Are you sure, Pinturicchio, you can say _according to me?_
I would prefer to use it when "I" am not involved personally. I think I can say _according to him_, _according to Leibniz_, but I cannot be considerd as the person who gives rules.
_In my opinion_ sounds much better, in my opinion


----------



## Brian P

Alex_Murphy said:


> I have seen and ignored this for way too long, I want to know what it means now, I thought it was "I second that" for a while and then it really didn't make sense in some sentences that I read (wow! I nearly automatically wrote something in Italian then! That's never happened before!!) ...Comunque..
> 
> Che cosa vuol dire?


 
Alex, from the other responses you have probably gathered that "secondo" can mean both "second" and "according to" for example, "secondo il dizionario" means "according to the dictionary".


----------



## pinturicchio07

Brian P said:


> Alex, from the other responses you have probably gathered that "secondo" can mean both "second" and "according to" for example, "secondo il dizionario" means "according to the dictionary".


 
Isapaola -

I agree with how Brian P just explained it.


----------



## Alxmrphi

Brian P said:


> Alex, from the other responses you have probably gathered that "secondo" can mean both "second" and "according to" for example, "secondo il dizionario" means "according to the dictionary".

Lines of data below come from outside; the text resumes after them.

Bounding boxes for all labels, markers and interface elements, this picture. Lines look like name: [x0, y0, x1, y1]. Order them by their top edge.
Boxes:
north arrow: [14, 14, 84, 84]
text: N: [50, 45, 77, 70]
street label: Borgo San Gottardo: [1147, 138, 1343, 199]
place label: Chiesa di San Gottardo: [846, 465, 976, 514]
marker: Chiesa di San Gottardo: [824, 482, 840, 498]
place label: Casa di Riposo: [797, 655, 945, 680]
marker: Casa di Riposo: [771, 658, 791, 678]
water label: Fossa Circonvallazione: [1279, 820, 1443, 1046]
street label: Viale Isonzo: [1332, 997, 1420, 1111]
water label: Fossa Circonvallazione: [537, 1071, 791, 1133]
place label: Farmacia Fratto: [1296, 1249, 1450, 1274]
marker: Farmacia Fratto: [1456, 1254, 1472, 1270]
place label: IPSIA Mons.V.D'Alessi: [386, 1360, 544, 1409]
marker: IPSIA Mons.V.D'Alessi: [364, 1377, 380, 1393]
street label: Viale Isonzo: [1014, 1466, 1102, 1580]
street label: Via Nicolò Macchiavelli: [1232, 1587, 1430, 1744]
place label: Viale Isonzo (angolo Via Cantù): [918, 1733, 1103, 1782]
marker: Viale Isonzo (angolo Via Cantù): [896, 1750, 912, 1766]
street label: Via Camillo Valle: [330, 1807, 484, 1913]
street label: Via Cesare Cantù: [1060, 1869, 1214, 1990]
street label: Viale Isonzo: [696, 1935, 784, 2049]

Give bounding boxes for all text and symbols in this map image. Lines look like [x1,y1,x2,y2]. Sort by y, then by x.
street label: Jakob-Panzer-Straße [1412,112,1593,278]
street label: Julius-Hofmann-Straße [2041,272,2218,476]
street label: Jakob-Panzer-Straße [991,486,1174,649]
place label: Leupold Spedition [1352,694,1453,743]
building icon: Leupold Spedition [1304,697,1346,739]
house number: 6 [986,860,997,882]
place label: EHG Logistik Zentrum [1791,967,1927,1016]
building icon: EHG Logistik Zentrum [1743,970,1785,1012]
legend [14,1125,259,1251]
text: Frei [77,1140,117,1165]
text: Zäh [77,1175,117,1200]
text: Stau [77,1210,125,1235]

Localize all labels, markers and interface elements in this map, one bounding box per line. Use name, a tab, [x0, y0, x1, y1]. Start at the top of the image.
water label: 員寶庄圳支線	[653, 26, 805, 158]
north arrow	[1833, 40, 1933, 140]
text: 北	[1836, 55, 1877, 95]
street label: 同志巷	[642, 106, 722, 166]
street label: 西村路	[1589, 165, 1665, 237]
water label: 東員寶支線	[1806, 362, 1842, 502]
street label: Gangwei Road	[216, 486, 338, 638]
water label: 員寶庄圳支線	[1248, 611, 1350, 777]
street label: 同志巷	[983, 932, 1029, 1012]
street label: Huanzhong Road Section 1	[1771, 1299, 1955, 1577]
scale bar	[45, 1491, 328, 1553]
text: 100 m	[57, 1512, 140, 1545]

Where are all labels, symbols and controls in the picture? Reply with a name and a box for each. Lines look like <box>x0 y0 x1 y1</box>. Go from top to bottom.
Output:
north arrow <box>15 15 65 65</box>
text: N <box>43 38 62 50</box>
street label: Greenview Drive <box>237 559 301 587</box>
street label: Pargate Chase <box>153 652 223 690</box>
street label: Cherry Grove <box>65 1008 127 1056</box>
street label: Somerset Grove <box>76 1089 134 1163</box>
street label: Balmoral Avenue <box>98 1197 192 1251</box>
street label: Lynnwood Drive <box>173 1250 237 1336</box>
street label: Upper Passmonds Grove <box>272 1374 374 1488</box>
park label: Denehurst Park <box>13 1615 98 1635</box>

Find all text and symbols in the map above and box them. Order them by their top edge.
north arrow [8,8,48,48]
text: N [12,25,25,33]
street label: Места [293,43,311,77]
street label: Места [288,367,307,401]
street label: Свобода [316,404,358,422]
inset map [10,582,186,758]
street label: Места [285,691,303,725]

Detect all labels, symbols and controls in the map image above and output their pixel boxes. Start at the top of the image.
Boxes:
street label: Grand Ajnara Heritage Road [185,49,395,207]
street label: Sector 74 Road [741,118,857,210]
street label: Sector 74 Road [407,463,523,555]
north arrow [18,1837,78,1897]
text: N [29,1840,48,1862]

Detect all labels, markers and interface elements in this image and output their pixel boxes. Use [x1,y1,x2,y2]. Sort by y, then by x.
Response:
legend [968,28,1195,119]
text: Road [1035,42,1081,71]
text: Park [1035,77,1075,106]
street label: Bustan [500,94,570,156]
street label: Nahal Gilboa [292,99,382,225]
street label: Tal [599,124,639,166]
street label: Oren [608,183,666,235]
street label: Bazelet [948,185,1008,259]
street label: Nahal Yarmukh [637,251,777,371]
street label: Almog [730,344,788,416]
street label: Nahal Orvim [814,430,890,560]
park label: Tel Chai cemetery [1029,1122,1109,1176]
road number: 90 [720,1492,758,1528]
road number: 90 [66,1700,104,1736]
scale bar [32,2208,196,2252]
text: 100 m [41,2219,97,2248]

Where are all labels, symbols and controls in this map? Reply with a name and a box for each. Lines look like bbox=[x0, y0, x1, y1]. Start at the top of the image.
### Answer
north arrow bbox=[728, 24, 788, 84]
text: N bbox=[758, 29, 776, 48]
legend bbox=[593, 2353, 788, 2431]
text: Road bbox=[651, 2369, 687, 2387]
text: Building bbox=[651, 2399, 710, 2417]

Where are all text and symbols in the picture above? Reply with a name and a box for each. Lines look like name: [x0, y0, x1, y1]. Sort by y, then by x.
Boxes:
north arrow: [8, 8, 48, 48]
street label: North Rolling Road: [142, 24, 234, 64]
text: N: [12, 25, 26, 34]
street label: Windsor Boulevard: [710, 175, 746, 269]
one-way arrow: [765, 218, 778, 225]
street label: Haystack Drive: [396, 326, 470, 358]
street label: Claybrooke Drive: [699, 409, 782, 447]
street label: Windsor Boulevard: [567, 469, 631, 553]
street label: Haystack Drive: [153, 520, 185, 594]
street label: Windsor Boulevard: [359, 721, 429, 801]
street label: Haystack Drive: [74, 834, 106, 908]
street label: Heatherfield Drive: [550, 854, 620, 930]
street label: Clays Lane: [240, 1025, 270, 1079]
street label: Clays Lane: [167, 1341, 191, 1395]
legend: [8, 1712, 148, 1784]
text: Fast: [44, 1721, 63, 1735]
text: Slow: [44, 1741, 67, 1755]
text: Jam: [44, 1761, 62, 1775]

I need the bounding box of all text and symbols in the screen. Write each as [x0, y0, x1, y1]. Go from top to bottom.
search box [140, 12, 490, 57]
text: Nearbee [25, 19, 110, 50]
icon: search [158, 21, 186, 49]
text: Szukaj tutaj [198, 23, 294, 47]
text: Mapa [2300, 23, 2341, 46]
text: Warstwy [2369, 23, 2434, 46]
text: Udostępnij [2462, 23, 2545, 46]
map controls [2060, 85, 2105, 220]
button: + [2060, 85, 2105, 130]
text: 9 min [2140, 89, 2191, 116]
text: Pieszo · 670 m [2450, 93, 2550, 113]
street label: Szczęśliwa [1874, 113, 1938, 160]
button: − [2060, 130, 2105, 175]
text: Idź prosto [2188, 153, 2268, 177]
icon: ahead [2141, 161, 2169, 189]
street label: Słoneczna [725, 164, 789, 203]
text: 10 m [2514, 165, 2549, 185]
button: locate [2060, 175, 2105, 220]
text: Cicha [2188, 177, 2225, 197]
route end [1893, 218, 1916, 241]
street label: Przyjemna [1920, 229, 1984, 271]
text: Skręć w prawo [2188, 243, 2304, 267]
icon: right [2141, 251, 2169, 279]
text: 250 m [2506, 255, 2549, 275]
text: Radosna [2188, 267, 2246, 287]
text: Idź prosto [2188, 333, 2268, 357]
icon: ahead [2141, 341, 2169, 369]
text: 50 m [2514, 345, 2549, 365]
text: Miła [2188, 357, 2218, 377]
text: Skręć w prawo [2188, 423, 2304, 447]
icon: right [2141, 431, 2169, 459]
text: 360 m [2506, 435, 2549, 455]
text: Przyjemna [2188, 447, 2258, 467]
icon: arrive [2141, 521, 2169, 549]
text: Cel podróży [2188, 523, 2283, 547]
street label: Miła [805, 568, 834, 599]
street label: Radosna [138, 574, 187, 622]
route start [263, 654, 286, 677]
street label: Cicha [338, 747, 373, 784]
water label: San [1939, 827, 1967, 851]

I hadn't gathered that it also meant "according", thanks for pointing that out!


----------



## Nate in California

Alex, it means "in my opinion," not "according to me." Why? Because "according to me" makes no sense in English.



> I hadn't gathered that it also meant "according", thanks for pointing that out!



according TO


----------



## shamblesuk

Secondo me = In my opinion
Secondo Lei = In your opinion/According to you
Secondo lui/lei = In his/her opinion/According to him/her

ecc...

'According to me' non ha senso in inglese.



Alex_Murphy said:


> I hadn't gathered that it also meant "according", thanks for pointing that out!


----------



## Alxmrphi

shamblesuk said:


> Secondo me = In my opinion
> Secondo Lei = In your opinion/According to you
> Secondo lui/lei = In his/her opinion/According to him/her
> 
> ecc...
> 
> 'According to me' non ha senso in inglese.



Come on shambles, you know it does!
According to me I think you just haven't heard it in a while and maybe forgotton it, just kidding. ha molto molto senso in inglese


----------



## Bookmom

Secondo me

I'd also use it to translate:
I think
As I see it
If you ask me

If you ask me, it's too expensive.  Secondo me, e' troppo cara.


----------



## Nate in California

> According to me...ha molto molto senso in inglese


 
Must be a British English thing. It makes absolutely no sense in AE.


----------



## pinturicchio07

Nate in California said:


> Must be a British English thing. It makes absolutely no sense in AE.


 
Really, Nate? I actually use and hear "According to me" all the time!  

Must be a "west coast" thing?  

Lorenzo


----------



## Nate in California

> Really, Nate? I actually use and hear "According to me" all the time!  Must be a "west coast" thing?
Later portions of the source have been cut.